If \(x^{\frac{3}{4}}+y^{\frac{3}{4}}=a^{\frac{3}{4}}\) (a is a constant) then \(\frac{dy}{dx}\) is equal to :

• A. \((\frac{y}{x})^{\frac{1}{4}}\)
• B. \((\frac{x}{y})^{\frac{1}{4}}\)
• C. \(-(\frac{y}{x})^{\frac{1}{4}}\)
• D. \(-(\frac{x}{y})^{\frac{1}{4}}\)

Answer 1

The Correct Option is C

To solve for \(\frac{dy}{dx}\) given the equation \(x^{\frac{3}{4}}+y^{\frac{3}{4}}=a^{\frac{3}{4}}\), we must differentiate both sides with respect to \(x\).

Start with the original equation:

\(x^{\frac{3}{4}}+y^{\frac{3}{4}}=a^{\frac{3}{4}}\)

Differentiating each term with respect to \(x\), we have:

\(\frac{d}{dx}(x^{\frac{3}{4}}) + \frac{d}{dx}(y^{\frac{3}{4}}) = \frac{d}{dx}(a^{\frac{3}{4}})\)
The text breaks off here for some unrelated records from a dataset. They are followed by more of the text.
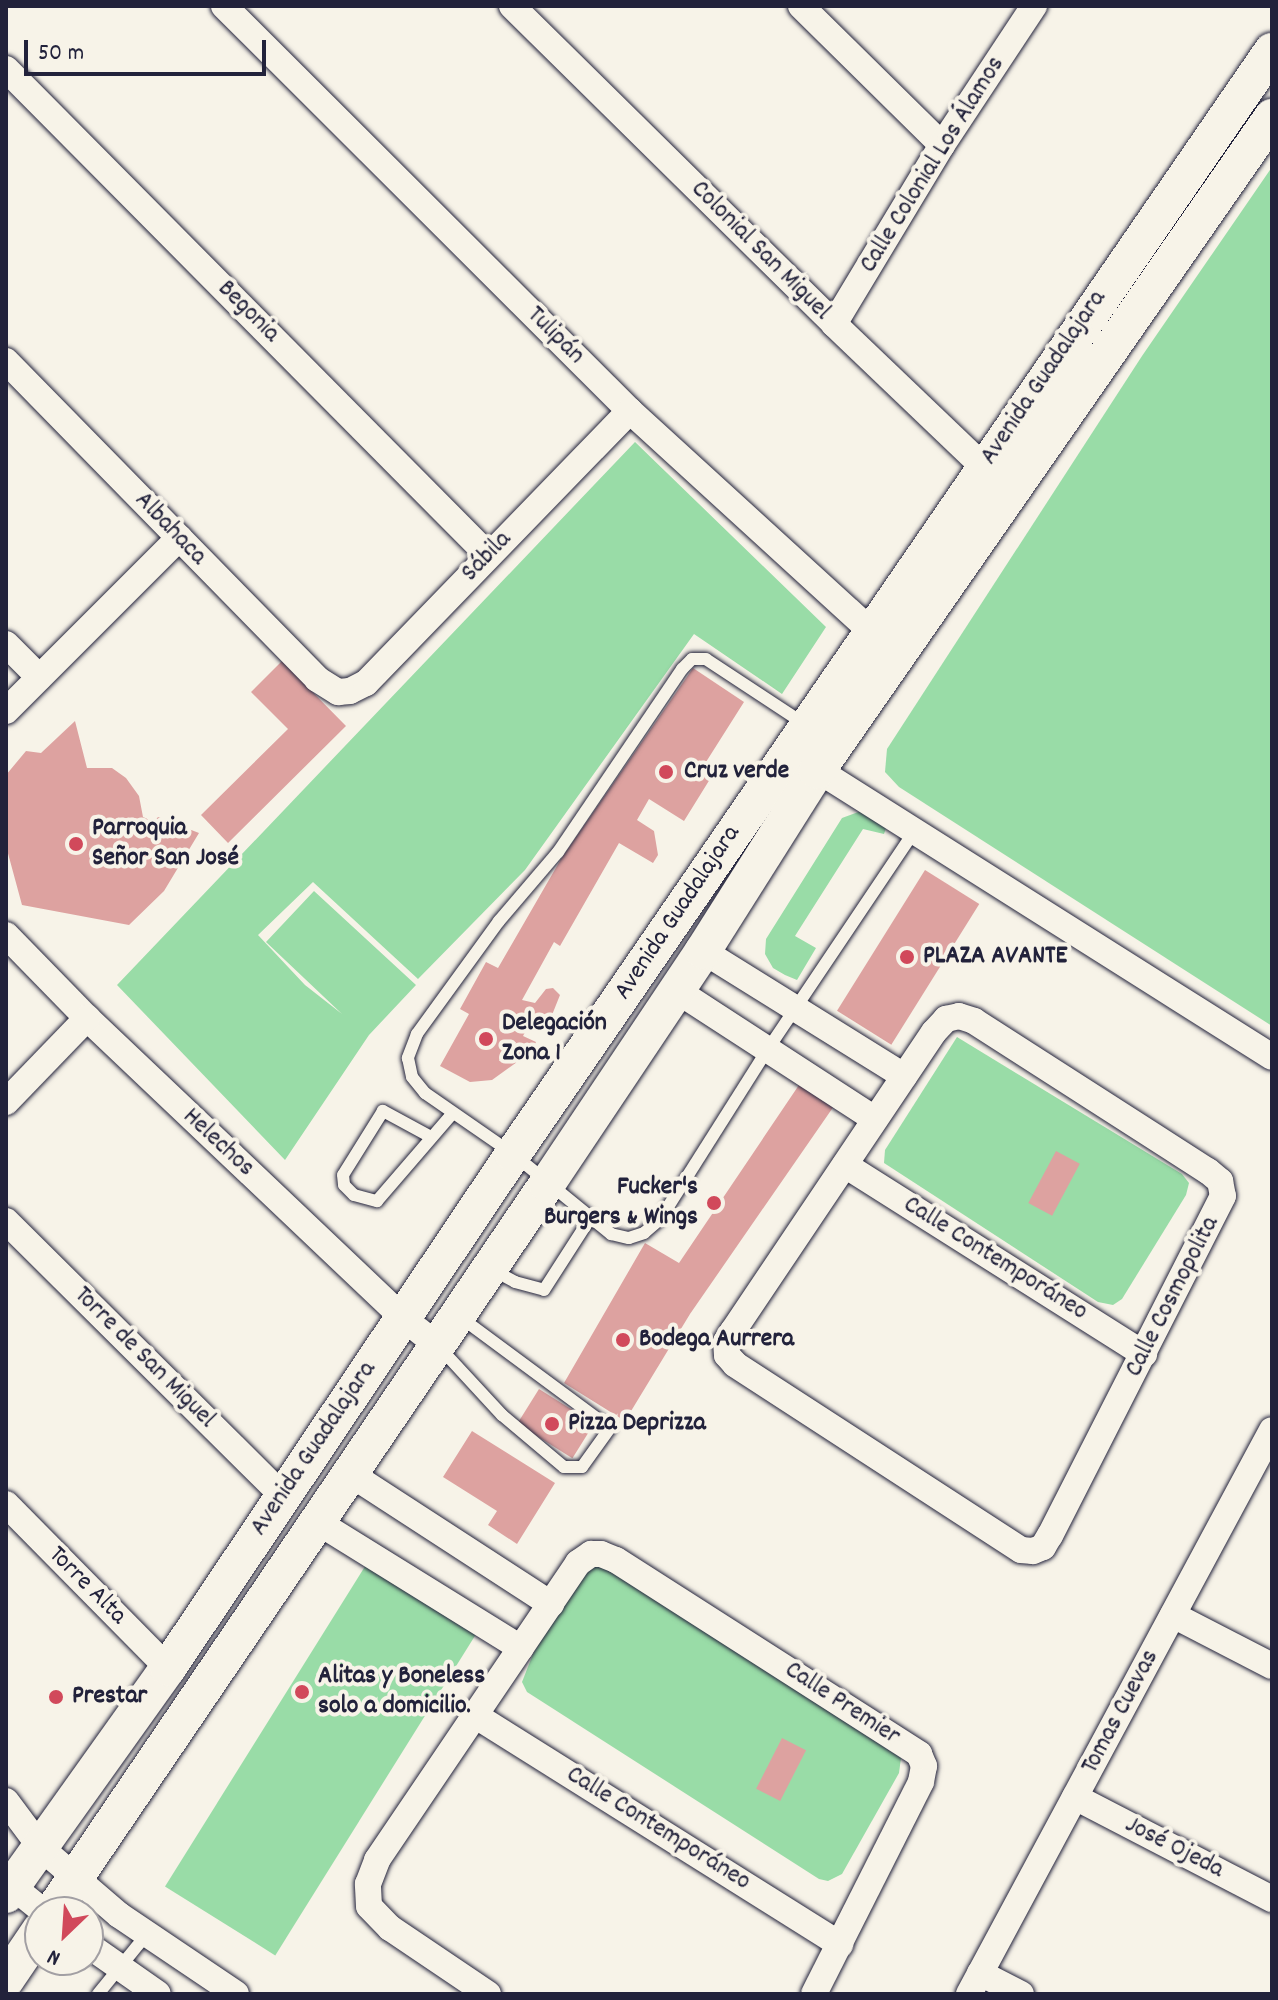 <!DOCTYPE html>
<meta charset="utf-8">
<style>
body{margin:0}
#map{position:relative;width:1278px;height:2000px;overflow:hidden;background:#f7f3e8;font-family:Dekko,sans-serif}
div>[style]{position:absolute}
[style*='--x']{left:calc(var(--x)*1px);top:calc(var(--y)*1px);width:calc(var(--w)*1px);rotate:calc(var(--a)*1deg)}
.green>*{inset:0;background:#99dca7;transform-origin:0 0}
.building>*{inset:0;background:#dda2a0;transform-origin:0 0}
.roads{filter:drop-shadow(0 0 2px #22223b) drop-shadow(0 0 2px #22223b)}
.lane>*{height:12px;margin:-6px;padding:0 6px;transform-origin:6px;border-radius:6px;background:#f7f3e8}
.street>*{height:26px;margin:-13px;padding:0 13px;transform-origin:13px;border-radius:13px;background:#f7f3e8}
.secondary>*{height:36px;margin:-18px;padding:0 18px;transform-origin:18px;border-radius:18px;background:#f7f3e8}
.dots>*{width:22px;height:22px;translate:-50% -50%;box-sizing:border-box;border:4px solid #f7f3e8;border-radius:50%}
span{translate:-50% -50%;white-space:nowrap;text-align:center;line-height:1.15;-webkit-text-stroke:8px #f7f3e8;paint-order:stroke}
.street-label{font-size:26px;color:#22223b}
.poi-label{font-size:26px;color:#22223b;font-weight:700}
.left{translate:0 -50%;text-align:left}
.right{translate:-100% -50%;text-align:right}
.frame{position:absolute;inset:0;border:8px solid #22223b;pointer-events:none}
.north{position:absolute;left:24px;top:1896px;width:80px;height:80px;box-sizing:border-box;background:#f7f3e8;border:2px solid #a29fa3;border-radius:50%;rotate:205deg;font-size:22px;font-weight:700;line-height:32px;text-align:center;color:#22223b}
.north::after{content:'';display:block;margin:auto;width:28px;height:36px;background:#d1495b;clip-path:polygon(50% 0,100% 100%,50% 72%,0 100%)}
.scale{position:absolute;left:24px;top:40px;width:242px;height:36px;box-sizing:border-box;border:4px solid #22223b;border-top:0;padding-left:10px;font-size:24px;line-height:28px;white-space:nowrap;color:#22223b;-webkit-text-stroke:6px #f7f3e8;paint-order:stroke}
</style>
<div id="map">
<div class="green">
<i style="clip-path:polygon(1272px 167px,1272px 1026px,899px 787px,885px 772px,887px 749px,1142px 356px)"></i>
<i style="clip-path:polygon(635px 442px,826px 627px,782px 694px,694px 634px,525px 870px,418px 979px,313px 882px,258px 935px,305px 985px,342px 1014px,266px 942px,314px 891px,416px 985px,369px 1035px,285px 1160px,117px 985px)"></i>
<i style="clip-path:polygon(861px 811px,888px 822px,884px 834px,863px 829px,795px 936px,816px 948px,797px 980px,785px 975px,773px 968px,765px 954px,766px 939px,842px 818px)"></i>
<i style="clip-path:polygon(957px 1037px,1182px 1174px,1189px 1183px,1186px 1195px,1122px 1299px,1113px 1305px,1098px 1302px,884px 1163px,885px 1150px)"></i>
<i style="left:369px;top:1560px;width:130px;height:385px;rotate:32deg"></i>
<i style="clip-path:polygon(597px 1561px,901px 1758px,899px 1773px,842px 1874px,828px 1881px,819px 1879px,527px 1692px,522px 1682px,533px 1654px,587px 1565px)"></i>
</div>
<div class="building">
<i style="clip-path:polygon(282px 661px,346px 726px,228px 843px,201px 815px,288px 729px,251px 692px)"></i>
<i style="clip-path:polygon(693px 668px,744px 702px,706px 762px,715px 771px,684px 821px,649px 799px,637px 820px,654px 831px,658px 855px,653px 863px,619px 843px,560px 946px,554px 942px,522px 1000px,535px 1003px,546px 989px,553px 988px,560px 995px,548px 1025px,533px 1017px,523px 1036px,536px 1042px,531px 1052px,492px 1080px,470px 1082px,440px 1066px,469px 1014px,460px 1009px,486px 962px,498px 968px,561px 859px)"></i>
<i style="clip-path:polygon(75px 721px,87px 768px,112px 768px,126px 778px,139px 796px,143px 817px,154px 822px,158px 817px,199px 833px,164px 891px,129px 925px,22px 905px,6px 846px,6px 775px,26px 751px,41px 753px)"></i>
<i style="left:925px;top:870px;width:64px;height:166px;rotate:32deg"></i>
<i style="clip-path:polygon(801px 1082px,834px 1106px,690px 1314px,625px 1421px,564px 1383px,645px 1243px,679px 1263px)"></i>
<i style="left:1056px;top:1151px;width:27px;height:59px;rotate:28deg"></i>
<i style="left:539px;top:1389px;width:65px;height:41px;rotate:32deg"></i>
<i style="clip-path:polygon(472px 1431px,555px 1483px,517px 1544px,488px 1525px,497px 1511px,443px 1477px)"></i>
<i style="left:782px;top:1738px;width:27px;height:57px;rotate:27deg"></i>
</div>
<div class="roads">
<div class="lane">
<i style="--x:803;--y:723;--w:116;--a:-146.6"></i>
<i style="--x:706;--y:659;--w:14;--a:180"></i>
<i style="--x:692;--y:659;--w:14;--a:135"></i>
<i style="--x:682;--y:669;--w:221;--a:124.1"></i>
<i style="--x:558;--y:852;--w:91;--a:130.5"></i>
<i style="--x:499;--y:921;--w:140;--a:126"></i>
<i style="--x:417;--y:1034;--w:26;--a:111"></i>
<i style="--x:408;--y:1058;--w:19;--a:78"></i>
<i style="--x:412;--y:1077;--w:21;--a:51"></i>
<i style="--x:425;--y:1093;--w:107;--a:34.7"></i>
<i style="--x:513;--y:1154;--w:127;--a:39.2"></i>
<i style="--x:611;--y:1234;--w:18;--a:13"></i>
<i style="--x:629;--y:1238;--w:16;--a:-18"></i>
<i style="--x:644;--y:1233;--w:23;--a:-41"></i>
<i style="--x:661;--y:1218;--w:200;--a:-57.7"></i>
<i style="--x:768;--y:1049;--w:262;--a:-56.1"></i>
<i style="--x:431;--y:1137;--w:55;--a:-151.6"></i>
<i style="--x:383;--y:1111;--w:75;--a:122"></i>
<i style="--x:343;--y:1175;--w:10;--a:84"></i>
<i style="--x:344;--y:1185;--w:14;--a:45"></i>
<i style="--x:354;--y:1195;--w:24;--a:15"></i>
<i style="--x:377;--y:1201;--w:116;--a:-49.2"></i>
<i style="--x:491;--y:1269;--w:27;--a:28"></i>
<i style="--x:515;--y:1282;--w:30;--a:15"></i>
<i style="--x:544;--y:1290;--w:83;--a:-57.3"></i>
<i style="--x:441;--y:1349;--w:90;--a:47.3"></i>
<i style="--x:502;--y:1415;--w:81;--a:40"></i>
<i style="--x:564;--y:1467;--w:18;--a:0"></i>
<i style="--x:582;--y:1467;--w:48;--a:-54.3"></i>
<i style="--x:610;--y:1428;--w:187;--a:-143.5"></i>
<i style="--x:98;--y:1994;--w:77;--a:-50.8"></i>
</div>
<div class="street">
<i style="--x:224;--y:6;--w:573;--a:44.93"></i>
<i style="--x:630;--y:411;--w:343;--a:42.4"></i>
<i style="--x:512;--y:6;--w:453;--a:44.6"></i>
<i style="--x:834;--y:324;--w:224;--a:43.7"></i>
<i style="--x:801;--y:6;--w:198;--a:44.6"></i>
<i style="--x:6;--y:69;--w:684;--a:45.24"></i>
<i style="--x:834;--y:324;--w:209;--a:-58.9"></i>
<i style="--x:942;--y:145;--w:167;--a:-56.5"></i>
<i style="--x:6;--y:361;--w:445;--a:45.6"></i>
<i style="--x:317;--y:679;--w:25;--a:32"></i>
<i style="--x:338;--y:692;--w:12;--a:-5"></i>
<i style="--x:350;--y:691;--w:18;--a:-27"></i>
<i style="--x:366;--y:683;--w:379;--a:-45.9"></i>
<i style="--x:6;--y:644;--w:47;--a:45"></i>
<i style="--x:6;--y:711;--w:245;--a:-45"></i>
<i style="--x:805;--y:762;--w:552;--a:32.28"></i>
<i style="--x:6;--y:935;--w:116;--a:45.7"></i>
<i style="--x:87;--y:1018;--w:436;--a:43.5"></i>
<i style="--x:403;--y:1318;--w:43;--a:38.5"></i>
<i style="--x:703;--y:951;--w:237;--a:31.9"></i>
<i style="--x:676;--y:990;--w:237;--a:33"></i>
<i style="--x:959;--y:1016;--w:16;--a:18"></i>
<i style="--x:974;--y:1021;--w:278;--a:32.7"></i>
<i style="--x:1208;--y:1171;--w:16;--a:40"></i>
<i style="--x:1220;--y:1181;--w:15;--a:79"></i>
<i style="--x:1223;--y:1196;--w:381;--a:117"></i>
<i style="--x:1050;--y:1535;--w:14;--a:120"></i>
<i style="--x:1043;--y:1547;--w:11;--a:158"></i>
<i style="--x:1033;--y:1551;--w:12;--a:-175"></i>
<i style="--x:1021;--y:1550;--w:341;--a:-147"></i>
<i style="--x:735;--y:1364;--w:12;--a:-132"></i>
<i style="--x:727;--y:1355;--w:13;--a:-94"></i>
<i style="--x:726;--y:1342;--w:13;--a:-58"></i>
<i style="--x:733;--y:1331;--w:360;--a:-56.1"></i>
<i style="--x:934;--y:1032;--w:18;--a:-47"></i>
<i style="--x:946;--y:1019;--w:13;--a:-13"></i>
<i style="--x:6;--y:1102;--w:117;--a:-46"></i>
<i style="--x:845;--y:1165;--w:354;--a:32.3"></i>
<i style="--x:6;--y:1221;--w:389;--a:44.8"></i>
<i style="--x:349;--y:1473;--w:241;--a:33"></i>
<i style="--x:6;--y:1504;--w:231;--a:45.4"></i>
<i style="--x:316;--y:1521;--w:241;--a:31.8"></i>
<i style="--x:1173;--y:1615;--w:111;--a:27.3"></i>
<i style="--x:476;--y:1716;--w:430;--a:32.1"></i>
<i style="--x:1075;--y:1797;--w:222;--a:27.4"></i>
<i style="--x:6;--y:1801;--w:59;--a:53.3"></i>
<i style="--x:41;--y:1848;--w:103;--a:40.7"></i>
<i style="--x:119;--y:1915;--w:141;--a:34"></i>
<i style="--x:12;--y:1886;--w:41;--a:39.1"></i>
<i style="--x:88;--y:1945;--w:85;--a:35"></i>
<i style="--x:980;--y:1973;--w:46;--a:27.1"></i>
<i style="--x:488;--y:1994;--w:118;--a:-146"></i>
<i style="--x:390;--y:1928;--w:30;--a:-134"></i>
<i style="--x:369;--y:1906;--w:22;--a:-93"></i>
<i style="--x:368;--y:1884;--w:26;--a:-69"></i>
<i style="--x:377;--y:1860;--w:359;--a:-55.9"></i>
<i style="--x:578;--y:1563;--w:16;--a:-35"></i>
<i style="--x:591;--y:1554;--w:10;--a:0"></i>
<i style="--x:601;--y:1554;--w:16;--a:22"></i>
<i style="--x:616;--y:1560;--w:360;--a:32.6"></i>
<i style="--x:919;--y:1754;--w:13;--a:67"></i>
<i style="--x:924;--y:1766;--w:16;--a:101"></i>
<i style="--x:921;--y:1782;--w:237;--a:116.8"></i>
<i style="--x:969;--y:1994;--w:640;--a:-61.75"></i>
</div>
<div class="secondary">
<i style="--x:6;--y:1895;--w:279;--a:-54.5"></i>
<i style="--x:168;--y:1668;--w:619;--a:-56.13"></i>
<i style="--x:513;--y:1154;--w:1339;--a:-55.47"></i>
<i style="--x:52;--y:1912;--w:880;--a:-55.79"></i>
<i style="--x:547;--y:1184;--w:280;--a:-56.2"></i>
<i style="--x:703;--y:951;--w:213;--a:-57.7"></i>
<i style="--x:817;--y:771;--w:797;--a:-55.17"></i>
<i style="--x:6;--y:1980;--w:60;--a:-55.8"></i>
</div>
</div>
<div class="dots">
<i style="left:666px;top:772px;background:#d1495b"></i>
<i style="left:76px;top:844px;background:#d1495b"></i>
<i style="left:907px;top:957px;background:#d1495b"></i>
<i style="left:486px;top:1039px;background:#d1495b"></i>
<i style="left:714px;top:1203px;background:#d1495b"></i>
<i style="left:623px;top:1340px;background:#d1495b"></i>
<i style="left:552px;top:1424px;background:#d1495b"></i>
<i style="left:302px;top:1692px;background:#d1495b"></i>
<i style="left:56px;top:1697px;background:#d1495b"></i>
</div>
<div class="street-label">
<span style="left:933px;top:165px;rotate:-58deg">Calle Colonial Los Álamos</span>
<span style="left:760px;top:251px;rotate:45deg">Colonial San Miguel</span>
<span style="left:248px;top:312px;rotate:45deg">Begonia</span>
<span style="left:555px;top:336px;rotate:45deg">Tulipán</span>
<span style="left:1044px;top:378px;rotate:-56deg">Avenida Guadalajara</span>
<span style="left:170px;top:529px;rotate:46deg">Albahaca</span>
<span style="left:487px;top:557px;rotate:-46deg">Sábila</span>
<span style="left:678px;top:913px;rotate:-56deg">Avenida Guadalajara</span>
<span style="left:218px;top:1143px;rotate:43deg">Helechos</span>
<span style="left:995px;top:1259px;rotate:32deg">Calle Contemporáneo</span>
<span style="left:1173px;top:1297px;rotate:-63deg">Calle Cosmopolita</span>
<span style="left:144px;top:1358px;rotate:45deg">Torre de San Miguel</span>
<span style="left:314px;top:1449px;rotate:-56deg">Avenida Guadalajara</span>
<span style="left:87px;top:1586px;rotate:45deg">Torre Alta</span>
<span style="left:842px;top:1704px;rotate:33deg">Calle Premier</span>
<span style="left:1121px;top:1712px;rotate:-62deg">Tomas Cuevas</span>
<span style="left:658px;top:1829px;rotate:32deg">Calle Contemporáneo</span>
<span style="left:1174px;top:1848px;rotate:27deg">José Ojeda</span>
</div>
<div class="poi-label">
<span class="left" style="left:684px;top:772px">Cruz verde</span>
<span class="left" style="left:92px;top:844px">Parroquia<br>Señor San José</span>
<span class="left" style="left:923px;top:957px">PLAZA AVANTE</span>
<span class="left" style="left:502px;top:1039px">Delegación<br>Zona 1</span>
<span class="right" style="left:698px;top:1203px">Fucker's<br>Burgers &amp; Wings</span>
<span class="left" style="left:639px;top:1340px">Bodega Aurrera</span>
<span class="left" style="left:568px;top:1424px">Pizza Deprizza</span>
<span class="left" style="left:318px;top:1692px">Alitas y Boneless<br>solo a domicilio.</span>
<span class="left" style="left:72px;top:1697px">Prestar</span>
</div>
<div class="frame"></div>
<div class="north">N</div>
<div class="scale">50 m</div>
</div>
Since \(\frac{d}{dx}(a^{\frac{3}{4}})=0\) (as \(a\) is a constant), this simplifies to:

\(\frac{3}{4}x^{-\frac{1}{4}} + \frac{3}{4}y^{-\frac{1}{4}}\frac{dy}{dx} = 0\)

Rearranging to solve for \(\frac{dy}{dx}\), we find:

\(\frac{3}{4}y^{-\frac{1}{4}}\frac{dy}{dx} = -\frac{3}{4}x^{-\frac{1}{4}}\)

Dividing both sides by \(\frac{3}{4}y^{-\frac{1}{4}}\) gives:

\(\frac{dy}{dx} = -\frac{x^{-\frac{1}{4}}}{y^{-\frac{1}{4}}}\)

Simplifying the expression, we have:

\(\frac{dy}{dx} = -(x^{-\frac{1}{4}}y^{\frac{1}{4}}) = -(\frac{y}{x})^{\frac{1}{4}}\)

Thus, the correct answer is \(-(\frac{y}{x})^{\frac{1}{4}}\).